CN=Patrick Favre-Bulle, OU=Private, O=PF Github Open Source, L=Vienna, ST=Vienna, C=AT
Validity: Thu Sep 07 16:40:57 SGT 2017 to: Fri Feb 10 16:40:57 SGT 2034
SHA1: 06:DE:F2:C5:F7:BC:0C:11:ED:35:E2:0F:B1:9F:78:99:0F:BE:43:C4
SHA256: 2B:65:33:B0:1C:0D:2A:69:4E:2D:53:8F:29:D5:6C:D6:87:AF:06:42:1F:1A:EE:B3:3C:E0:6D:0B:65:A1:AA:88

Use the jarsigner tool (found in your $JAVA_HOME/bin folder) folder to verify.

Signed Commits

All tags and commits by me are signed with git with my private key:

GPG key ID: 4FDF85343912A3AB
Fingerprint: 2FB392FB05158589B767960C4FDF85343912A3AB

Build

Jar Sign

If you want to jar sign you need to provide a file keystore.jks in the root folder with the correct credentials set in environment variables ( OPENSOURCE_PROJECTS_KS_PW and OPENSOURCE_PROJECTS_KEY_PW); alias is set as pfopensource.

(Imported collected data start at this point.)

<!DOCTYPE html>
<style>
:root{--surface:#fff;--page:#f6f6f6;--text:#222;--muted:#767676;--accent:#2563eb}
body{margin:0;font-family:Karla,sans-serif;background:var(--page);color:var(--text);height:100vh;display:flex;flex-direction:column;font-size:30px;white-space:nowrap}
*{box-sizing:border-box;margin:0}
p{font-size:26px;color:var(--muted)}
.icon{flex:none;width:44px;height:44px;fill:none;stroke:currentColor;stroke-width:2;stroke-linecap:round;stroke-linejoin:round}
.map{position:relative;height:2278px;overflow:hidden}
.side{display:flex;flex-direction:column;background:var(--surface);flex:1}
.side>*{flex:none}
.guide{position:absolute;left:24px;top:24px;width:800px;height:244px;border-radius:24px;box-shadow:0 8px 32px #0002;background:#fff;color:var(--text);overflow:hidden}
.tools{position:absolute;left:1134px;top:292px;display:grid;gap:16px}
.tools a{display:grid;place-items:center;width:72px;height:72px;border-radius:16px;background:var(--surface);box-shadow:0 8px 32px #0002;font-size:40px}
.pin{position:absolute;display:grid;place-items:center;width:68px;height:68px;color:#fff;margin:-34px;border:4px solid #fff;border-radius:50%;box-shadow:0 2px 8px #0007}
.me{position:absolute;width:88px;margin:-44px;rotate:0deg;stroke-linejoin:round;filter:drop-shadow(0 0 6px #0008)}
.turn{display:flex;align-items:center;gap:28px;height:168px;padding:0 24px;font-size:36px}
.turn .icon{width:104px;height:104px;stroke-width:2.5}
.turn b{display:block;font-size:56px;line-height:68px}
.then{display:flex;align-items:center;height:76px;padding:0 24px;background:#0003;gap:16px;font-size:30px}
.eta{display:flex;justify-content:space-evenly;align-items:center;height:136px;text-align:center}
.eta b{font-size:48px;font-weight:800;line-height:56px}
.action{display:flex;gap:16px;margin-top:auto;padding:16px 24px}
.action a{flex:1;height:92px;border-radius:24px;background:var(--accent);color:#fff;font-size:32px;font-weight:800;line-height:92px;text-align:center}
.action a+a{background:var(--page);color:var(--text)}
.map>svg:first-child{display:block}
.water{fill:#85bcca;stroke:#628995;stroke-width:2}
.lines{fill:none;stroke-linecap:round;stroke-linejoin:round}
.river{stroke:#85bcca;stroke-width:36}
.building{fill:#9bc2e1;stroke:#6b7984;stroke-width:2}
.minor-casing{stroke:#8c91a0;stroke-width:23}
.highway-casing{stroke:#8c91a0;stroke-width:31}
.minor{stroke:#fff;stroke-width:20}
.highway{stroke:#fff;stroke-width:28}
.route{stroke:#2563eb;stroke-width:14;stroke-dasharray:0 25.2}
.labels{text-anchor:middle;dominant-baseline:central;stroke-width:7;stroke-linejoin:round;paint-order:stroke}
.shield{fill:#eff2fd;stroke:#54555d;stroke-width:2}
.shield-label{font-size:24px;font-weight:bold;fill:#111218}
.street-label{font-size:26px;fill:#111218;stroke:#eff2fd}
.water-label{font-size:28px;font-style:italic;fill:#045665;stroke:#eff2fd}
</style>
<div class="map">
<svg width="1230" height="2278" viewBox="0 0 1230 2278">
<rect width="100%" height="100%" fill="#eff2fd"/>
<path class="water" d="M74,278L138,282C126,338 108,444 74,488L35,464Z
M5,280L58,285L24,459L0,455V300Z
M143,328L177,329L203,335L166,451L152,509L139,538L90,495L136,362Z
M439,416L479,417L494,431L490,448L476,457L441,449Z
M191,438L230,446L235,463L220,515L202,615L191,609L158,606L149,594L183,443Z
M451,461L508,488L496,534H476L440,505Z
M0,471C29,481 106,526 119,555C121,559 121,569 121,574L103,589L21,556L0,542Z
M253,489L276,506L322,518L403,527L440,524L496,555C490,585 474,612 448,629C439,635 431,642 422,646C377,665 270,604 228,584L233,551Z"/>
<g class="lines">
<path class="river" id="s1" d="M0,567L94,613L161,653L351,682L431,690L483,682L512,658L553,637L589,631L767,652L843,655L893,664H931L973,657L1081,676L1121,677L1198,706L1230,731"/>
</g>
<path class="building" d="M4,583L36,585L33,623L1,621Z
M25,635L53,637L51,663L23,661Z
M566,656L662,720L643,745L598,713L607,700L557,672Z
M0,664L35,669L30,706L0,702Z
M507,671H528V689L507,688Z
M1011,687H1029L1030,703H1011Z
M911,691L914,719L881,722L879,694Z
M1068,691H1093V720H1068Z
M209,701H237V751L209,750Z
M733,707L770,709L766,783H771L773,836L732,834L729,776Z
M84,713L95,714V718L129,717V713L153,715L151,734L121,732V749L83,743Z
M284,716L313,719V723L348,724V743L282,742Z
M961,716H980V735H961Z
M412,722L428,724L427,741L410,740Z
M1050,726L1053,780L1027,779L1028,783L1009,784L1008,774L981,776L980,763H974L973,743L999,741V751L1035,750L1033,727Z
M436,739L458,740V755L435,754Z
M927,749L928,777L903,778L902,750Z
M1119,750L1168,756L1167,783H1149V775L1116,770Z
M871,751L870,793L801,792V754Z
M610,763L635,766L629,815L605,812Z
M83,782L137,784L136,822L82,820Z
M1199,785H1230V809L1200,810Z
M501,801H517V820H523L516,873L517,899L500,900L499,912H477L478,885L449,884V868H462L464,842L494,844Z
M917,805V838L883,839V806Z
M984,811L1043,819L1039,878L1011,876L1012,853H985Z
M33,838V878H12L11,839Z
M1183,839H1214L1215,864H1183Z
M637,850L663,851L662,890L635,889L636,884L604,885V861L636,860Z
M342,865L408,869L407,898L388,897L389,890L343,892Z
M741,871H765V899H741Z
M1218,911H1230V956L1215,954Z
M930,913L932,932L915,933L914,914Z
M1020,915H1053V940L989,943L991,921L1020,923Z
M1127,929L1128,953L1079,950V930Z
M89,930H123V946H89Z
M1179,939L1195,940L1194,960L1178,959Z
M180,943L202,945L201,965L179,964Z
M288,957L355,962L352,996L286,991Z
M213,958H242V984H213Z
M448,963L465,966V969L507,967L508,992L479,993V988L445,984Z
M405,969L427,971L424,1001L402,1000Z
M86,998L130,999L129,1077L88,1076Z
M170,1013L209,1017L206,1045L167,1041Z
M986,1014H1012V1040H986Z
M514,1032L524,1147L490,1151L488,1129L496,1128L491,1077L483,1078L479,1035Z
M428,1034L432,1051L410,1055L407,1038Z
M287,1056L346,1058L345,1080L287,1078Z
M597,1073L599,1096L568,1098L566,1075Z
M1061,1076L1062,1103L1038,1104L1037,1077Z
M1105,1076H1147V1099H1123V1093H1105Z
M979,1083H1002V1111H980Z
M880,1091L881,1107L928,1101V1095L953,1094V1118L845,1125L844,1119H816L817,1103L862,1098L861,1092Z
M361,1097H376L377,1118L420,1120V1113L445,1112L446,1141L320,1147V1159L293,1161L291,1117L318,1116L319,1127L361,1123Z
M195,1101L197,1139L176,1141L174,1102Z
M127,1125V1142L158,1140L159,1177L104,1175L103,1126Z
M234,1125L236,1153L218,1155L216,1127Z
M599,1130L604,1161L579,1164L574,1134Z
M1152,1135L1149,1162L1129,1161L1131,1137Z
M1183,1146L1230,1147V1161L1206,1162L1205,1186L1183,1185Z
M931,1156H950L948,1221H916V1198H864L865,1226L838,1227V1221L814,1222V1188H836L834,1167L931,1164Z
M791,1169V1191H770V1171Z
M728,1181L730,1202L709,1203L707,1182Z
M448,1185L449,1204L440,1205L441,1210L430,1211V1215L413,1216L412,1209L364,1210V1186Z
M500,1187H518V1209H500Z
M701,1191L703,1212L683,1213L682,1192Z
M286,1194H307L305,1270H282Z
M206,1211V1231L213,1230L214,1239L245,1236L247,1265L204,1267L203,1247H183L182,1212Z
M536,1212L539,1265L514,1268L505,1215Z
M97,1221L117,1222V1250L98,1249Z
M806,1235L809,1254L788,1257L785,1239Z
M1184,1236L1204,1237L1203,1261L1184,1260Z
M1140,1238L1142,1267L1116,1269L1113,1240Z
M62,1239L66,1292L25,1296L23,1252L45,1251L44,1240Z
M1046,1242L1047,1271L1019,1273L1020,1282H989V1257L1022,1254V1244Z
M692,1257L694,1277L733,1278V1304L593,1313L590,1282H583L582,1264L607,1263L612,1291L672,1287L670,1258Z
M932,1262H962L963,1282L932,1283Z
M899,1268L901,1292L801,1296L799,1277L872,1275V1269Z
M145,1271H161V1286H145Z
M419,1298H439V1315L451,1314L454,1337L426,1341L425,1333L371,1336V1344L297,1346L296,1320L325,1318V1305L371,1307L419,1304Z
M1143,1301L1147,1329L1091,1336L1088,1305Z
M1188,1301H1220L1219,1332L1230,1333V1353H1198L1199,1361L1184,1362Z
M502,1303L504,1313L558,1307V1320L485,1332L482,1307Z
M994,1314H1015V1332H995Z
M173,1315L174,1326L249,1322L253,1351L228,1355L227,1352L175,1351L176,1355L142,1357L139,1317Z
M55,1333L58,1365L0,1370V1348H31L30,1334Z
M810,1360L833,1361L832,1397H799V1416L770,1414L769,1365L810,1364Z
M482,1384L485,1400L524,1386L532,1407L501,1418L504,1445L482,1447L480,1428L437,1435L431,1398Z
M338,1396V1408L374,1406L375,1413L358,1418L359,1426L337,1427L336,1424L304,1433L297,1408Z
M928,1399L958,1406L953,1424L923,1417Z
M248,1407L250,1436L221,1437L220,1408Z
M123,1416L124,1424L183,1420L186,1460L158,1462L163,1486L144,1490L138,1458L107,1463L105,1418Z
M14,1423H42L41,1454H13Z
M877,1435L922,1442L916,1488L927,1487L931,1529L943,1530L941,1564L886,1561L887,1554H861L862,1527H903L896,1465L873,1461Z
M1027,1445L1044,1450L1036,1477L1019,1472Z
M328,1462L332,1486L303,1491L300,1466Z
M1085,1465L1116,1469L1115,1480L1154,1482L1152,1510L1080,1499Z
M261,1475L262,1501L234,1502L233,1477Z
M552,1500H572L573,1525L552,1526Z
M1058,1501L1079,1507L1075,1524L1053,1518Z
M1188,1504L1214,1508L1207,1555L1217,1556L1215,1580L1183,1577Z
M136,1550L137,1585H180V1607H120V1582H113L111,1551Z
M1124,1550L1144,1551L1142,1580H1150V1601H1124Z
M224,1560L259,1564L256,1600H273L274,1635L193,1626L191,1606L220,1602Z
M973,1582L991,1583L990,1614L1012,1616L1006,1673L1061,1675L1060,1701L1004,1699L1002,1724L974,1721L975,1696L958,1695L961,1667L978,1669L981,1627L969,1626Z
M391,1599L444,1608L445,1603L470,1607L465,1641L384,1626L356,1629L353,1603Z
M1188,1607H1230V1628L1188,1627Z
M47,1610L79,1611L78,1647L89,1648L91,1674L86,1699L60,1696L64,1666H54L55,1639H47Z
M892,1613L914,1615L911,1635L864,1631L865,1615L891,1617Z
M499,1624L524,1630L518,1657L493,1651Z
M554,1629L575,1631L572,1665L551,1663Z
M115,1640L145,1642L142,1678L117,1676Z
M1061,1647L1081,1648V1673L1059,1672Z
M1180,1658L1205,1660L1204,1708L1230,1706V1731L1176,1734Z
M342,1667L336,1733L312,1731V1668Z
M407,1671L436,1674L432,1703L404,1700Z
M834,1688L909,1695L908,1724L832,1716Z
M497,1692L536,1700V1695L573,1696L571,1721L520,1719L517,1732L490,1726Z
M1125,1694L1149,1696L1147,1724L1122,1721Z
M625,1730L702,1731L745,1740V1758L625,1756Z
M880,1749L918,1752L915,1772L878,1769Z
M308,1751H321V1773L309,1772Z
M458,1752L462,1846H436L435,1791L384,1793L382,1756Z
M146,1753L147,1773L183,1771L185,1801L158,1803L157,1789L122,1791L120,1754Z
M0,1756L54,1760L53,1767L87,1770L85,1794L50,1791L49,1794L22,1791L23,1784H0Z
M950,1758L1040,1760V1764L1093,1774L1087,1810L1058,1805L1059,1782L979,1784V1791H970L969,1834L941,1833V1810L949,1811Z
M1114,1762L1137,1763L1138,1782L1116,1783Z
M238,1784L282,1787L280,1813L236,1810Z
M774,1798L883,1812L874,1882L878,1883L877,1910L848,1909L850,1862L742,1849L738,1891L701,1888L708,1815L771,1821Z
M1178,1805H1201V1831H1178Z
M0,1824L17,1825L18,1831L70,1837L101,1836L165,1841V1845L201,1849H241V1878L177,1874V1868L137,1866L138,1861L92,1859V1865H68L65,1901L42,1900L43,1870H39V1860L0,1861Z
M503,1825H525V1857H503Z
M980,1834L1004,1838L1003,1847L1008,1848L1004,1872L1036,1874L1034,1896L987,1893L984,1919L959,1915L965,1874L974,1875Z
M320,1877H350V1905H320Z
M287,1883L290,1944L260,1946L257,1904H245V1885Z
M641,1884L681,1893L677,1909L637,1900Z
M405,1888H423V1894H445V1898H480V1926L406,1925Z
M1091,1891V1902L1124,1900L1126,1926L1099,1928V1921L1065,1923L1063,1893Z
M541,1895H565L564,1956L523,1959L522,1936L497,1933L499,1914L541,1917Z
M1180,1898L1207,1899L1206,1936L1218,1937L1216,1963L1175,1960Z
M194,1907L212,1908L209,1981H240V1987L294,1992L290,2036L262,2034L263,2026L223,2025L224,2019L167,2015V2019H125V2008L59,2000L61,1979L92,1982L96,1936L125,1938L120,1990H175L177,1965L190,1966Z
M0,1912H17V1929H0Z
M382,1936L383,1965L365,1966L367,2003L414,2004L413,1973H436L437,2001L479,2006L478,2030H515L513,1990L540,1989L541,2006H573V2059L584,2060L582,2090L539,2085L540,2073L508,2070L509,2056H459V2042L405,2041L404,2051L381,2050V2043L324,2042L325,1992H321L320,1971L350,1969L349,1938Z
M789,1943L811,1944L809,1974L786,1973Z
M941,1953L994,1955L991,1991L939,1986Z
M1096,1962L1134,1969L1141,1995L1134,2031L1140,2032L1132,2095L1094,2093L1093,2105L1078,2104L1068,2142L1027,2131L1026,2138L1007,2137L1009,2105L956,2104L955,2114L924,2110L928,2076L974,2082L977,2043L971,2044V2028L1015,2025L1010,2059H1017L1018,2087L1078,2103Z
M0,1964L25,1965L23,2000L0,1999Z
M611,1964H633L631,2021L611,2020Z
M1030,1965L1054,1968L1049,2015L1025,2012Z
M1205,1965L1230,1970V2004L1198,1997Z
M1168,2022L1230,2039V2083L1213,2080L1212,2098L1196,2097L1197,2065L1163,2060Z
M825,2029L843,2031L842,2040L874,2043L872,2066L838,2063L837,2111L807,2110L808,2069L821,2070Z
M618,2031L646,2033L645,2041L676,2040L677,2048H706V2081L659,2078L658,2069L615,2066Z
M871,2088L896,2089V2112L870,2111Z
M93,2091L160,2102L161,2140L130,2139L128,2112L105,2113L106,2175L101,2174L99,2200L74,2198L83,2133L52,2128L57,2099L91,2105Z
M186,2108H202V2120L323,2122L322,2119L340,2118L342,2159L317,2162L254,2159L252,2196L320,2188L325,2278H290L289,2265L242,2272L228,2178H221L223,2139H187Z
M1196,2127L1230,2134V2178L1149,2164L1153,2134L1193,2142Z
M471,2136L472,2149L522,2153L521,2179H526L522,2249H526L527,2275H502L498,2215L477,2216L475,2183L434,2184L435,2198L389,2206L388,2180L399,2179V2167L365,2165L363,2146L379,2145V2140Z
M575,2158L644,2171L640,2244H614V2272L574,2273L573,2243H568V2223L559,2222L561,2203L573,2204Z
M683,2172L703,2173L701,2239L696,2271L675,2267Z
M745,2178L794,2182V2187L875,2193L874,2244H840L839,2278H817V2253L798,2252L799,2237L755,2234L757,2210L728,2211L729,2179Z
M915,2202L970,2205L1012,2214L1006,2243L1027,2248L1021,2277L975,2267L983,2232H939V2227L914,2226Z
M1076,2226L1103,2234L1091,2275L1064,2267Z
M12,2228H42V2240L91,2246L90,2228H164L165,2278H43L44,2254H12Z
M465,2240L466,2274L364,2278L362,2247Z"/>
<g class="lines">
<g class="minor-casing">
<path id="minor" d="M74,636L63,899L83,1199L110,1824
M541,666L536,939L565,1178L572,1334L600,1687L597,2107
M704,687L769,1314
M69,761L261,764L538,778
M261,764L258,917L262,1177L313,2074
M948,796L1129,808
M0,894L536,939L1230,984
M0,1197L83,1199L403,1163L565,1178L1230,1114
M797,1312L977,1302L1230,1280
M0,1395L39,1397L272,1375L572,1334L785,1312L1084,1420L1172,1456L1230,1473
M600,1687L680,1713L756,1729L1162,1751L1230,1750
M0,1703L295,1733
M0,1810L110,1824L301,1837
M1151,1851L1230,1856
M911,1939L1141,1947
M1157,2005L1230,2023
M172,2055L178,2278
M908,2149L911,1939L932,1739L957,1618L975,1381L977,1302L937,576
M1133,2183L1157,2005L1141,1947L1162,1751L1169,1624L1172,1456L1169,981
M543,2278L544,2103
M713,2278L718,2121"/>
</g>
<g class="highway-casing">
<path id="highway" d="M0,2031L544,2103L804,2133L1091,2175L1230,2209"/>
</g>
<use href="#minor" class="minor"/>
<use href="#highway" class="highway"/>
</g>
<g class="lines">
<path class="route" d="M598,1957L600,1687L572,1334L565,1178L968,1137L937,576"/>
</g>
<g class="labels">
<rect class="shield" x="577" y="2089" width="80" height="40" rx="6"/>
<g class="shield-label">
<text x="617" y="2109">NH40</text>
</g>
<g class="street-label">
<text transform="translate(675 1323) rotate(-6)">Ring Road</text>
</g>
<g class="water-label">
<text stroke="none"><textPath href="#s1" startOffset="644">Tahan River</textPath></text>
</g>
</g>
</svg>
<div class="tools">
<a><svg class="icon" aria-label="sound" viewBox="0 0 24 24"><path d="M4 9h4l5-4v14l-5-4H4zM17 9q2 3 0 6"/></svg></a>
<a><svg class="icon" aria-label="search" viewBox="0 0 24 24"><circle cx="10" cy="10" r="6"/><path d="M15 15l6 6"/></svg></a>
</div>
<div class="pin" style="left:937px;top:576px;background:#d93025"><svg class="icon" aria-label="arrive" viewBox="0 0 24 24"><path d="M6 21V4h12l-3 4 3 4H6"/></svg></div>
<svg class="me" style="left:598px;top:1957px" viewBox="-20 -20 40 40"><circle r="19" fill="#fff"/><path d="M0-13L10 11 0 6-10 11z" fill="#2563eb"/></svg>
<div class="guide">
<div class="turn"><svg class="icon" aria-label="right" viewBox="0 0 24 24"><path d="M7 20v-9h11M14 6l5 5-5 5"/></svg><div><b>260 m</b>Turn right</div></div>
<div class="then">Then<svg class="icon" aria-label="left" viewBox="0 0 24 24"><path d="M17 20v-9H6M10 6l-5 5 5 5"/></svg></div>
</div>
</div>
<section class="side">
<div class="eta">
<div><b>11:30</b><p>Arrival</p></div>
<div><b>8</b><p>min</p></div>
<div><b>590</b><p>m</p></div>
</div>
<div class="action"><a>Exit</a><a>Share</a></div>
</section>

If you want to skip jar signing just change the skip configuration in the pom.xml jar sign plugin to true:

<skip>true</skip>

Build with Maven

Use the Maven wrapper to create a jar including all dependencies

mvnw clean install

Checkstyle Config File

This project uses my common-parent which centralized a lot of the plugin versions as well as providing the checkstyle config rules. Specifically they are maintained in checkstyle-config. Locally the files will be copied after you mvnw install into your target folder and is called target/checkstyle-checker.xml. So if you use a plugin for your IDE, use this file as your local configuration.

Tech Stack

  • Java 7 Source, JDK 11 required to build (not yet JDK17 compatible)
  • Maven 3

Credits

  • Byte util methods derived from primitives.Bytes from Google Guava (Apache v2)
  • Entropy class derived from Twitter Commons (Apache v2)
  • Base64 implementation and some util methods from Okio (Apache v2)

License

Copyright 2017 Patrick Favre-Bulle

Licensed under the Apache License, Version 2.0 (the "License"); you may not use this file except in compliance with the License. You may obtain a copy of the License at

http://www.apache.org/licenses/LICENSE-2.0

Unless required by applicable law or agreed to in writing, software distributed under the License is distributed on an "AS IS" BASIS, WITHOUT WARRANTIES OR CONDITIONS OF ANY KIND, either express or implied. See the License for the specific language governing permissions and limitations under the License.